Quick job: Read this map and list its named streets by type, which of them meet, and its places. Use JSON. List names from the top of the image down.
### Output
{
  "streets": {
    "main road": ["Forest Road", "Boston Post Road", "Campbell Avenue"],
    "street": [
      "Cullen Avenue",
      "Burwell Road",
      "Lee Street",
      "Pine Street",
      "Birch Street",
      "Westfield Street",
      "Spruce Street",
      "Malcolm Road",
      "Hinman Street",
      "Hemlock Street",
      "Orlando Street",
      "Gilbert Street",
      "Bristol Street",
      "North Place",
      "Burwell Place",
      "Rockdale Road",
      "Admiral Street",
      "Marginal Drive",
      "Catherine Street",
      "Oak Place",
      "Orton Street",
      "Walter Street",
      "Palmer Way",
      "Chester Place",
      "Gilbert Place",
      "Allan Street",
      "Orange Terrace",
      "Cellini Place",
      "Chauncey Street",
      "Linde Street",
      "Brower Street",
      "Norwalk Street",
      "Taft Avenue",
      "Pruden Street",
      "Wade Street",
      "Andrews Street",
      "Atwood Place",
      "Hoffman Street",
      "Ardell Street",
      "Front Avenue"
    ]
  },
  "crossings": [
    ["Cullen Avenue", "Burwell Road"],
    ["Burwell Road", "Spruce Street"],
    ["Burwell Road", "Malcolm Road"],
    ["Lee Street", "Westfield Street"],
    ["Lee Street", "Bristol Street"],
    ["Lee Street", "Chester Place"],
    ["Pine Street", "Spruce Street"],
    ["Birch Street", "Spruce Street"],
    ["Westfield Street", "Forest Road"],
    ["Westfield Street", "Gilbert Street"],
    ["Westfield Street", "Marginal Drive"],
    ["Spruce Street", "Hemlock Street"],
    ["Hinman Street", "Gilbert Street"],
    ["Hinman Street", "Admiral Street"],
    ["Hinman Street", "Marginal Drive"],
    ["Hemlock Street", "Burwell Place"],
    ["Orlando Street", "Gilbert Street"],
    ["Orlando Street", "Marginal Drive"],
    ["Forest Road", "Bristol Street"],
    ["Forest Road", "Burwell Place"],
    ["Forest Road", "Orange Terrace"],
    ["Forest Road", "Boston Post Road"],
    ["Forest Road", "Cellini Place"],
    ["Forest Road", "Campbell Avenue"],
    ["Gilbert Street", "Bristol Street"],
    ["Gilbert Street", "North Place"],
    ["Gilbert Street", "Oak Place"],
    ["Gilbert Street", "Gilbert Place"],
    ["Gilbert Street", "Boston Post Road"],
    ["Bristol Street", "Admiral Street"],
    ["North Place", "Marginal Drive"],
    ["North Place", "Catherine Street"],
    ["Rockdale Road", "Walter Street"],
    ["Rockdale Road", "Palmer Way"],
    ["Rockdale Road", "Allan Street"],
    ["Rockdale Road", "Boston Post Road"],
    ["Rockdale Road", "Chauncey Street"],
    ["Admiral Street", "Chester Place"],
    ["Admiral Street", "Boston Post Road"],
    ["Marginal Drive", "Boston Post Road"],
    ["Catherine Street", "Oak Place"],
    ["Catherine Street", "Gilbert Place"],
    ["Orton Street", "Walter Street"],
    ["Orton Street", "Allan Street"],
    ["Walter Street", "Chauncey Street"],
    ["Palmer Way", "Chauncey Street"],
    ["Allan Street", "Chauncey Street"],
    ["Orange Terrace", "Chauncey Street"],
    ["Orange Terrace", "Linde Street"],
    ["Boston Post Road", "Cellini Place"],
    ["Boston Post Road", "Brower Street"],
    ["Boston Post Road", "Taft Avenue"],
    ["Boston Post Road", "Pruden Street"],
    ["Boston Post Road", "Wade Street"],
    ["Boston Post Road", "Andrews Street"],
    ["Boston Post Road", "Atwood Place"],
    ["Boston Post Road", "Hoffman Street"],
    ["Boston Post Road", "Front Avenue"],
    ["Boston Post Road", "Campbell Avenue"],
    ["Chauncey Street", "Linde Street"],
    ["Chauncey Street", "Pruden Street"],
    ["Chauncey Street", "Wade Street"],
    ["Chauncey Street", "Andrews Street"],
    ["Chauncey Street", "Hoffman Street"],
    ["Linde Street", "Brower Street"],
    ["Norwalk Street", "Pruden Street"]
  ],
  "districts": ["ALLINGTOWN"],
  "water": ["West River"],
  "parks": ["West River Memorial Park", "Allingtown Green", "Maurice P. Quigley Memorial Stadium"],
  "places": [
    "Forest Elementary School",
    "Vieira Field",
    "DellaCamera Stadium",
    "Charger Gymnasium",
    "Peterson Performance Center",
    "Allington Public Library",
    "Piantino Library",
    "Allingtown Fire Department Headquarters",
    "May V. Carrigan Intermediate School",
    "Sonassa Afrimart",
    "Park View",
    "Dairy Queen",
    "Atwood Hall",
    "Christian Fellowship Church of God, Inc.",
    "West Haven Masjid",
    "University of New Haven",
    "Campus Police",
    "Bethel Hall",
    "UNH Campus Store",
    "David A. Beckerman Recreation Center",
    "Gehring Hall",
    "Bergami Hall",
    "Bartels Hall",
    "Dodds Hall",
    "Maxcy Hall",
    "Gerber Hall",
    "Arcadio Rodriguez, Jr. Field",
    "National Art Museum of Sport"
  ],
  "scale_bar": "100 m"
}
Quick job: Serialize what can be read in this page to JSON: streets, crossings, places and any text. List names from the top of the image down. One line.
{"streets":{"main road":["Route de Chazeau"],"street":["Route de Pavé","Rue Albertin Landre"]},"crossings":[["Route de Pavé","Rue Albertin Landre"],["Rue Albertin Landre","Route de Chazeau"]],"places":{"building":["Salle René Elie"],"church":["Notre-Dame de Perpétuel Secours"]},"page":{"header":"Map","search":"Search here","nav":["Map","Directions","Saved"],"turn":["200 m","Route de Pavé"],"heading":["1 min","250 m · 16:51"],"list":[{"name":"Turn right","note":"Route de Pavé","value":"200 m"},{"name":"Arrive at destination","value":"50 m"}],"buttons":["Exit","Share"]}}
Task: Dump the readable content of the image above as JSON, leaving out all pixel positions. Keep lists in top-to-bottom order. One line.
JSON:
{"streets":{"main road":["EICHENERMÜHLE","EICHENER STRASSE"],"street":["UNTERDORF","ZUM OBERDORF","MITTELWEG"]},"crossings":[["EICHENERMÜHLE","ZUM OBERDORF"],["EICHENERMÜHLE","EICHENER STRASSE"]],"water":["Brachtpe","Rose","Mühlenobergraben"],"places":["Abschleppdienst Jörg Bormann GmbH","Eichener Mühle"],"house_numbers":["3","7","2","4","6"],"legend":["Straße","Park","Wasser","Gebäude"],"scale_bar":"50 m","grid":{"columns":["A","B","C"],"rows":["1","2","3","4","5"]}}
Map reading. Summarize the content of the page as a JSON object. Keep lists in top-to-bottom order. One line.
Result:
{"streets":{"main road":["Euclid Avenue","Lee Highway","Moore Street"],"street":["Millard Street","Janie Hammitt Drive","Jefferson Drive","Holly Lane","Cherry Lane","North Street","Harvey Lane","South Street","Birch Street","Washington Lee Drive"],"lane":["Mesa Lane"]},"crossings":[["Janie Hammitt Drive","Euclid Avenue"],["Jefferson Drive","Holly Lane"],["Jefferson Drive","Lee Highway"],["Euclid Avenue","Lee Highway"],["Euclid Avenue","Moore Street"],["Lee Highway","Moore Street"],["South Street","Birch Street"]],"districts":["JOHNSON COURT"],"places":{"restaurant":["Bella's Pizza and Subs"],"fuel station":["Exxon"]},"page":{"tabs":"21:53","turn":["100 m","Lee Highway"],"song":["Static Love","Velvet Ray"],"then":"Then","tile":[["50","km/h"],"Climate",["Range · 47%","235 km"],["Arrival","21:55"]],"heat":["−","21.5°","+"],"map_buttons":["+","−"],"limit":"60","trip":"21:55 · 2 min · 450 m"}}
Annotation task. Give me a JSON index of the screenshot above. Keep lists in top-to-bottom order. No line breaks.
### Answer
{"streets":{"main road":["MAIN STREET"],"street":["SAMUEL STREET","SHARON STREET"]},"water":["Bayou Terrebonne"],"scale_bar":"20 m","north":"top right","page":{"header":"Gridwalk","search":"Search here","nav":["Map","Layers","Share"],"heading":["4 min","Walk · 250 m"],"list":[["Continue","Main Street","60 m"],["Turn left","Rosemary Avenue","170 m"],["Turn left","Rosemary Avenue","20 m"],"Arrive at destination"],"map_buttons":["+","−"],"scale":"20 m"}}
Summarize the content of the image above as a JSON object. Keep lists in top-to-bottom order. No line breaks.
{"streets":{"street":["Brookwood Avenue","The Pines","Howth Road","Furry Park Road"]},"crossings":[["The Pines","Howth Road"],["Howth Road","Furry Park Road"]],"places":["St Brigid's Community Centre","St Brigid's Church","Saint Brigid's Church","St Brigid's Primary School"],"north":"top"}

################

Task prompt: From the entries above, copy every line where the word "object" shows up.

Task answer:
Map reading. Summarize the content of the page as a JSON object. Keep lists in top-to-bottom order. One line.
Summarize the content of the image above as a JSON object. Keep lists in top-to-bottom order. No line breaks.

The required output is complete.